▶ **What you are asked to do**:
Below is a block of entries; repeat exactly the lines starting at the line that contains "g.lineWidth = width;" and ending at the line that contains "g.textAlign = isNaN(turn) ? turn : align;", both included.

▶ **Stored data**:
*** Block opens ***
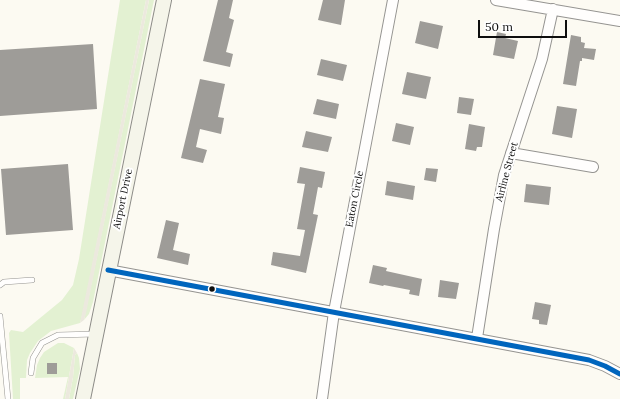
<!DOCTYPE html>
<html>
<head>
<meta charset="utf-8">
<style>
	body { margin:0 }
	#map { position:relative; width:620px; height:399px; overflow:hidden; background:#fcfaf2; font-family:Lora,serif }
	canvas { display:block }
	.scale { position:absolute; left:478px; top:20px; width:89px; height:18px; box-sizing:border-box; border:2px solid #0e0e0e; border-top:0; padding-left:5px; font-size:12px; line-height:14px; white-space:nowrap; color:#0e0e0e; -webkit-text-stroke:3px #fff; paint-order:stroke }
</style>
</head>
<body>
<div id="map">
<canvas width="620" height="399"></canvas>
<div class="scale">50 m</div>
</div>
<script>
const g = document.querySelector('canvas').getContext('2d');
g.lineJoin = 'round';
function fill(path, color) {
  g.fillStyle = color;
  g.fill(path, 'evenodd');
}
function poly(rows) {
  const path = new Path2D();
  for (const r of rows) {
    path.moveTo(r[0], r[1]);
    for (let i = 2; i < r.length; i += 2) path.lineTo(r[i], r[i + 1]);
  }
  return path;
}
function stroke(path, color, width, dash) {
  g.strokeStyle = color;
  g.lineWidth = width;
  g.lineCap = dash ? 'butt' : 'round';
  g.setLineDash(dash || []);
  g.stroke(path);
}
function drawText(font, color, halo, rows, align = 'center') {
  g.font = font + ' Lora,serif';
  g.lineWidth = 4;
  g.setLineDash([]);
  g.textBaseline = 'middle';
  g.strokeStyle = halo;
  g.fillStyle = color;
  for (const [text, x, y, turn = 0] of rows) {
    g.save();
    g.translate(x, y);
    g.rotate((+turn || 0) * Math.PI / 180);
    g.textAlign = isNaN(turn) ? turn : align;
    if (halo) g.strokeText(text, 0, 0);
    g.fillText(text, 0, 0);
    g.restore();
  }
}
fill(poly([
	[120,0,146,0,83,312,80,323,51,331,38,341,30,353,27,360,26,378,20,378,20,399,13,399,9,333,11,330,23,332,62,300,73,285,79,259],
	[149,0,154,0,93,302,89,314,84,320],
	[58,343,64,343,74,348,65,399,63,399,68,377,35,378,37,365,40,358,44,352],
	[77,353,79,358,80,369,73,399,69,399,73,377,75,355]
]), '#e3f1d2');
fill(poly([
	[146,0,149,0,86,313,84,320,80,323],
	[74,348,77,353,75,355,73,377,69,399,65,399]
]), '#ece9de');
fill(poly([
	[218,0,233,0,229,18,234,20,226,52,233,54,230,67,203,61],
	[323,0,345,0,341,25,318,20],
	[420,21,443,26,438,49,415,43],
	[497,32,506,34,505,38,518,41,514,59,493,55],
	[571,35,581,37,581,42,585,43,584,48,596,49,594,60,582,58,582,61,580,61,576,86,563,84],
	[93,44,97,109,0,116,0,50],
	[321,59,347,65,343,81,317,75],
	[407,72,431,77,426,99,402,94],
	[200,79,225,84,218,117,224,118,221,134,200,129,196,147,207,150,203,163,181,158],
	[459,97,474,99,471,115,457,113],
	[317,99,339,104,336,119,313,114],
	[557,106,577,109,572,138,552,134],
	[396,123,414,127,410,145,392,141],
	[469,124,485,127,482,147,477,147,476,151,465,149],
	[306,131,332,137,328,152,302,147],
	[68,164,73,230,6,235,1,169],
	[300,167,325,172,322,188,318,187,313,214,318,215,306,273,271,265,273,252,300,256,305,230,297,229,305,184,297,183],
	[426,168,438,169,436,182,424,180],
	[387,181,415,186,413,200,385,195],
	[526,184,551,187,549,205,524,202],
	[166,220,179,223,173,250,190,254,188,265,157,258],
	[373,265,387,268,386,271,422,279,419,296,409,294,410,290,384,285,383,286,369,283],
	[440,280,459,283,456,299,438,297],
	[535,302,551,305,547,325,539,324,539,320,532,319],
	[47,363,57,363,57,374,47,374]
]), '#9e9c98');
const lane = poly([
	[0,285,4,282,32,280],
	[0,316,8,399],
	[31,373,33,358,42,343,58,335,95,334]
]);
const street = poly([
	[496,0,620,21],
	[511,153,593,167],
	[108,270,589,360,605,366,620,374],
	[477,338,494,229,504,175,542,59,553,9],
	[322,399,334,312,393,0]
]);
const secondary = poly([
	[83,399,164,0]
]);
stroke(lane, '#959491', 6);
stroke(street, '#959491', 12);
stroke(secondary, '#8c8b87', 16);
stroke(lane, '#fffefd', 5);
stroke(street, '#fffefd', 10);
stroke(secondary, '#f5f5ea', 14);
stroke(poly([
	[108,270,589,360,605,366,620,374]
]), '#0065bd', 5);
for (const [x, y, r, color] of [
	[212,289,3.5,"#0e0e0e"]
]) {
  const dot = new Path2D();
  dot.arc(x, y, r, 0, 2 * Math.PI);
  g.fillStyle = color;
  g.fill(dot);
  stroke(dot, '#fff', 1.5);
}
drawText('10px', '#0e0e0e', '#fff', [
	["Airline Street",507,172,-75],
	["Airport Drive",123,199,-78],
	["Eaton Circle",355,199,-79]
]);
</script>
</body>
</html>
*** Block closes ***
▶ **Reply to the exercise**:
  g.lineWidth = width;
  g.lineCap = dash ? 'butt' : 'round';
  g.setLineDash(dash || []);
  g.stroke(path);
}
function drawText(font, color, halo, rows, align = 'center') {
  g.font = font + ' Lora,serif';
  g.lineWidth = 4;
  g.setLineDash([]);
  g.textBaseline = 'middle';
  g.strokeStyle = halo;
  g.fillStyle = color;
  for (const [text, x, y, turn = 0] of rows) {
    g.save();
    g.translate(x, y);
    g.rotate((+turn || 0) * Math.PI / 180);
    g.textAlign = isNaN(turn) ? turn : align;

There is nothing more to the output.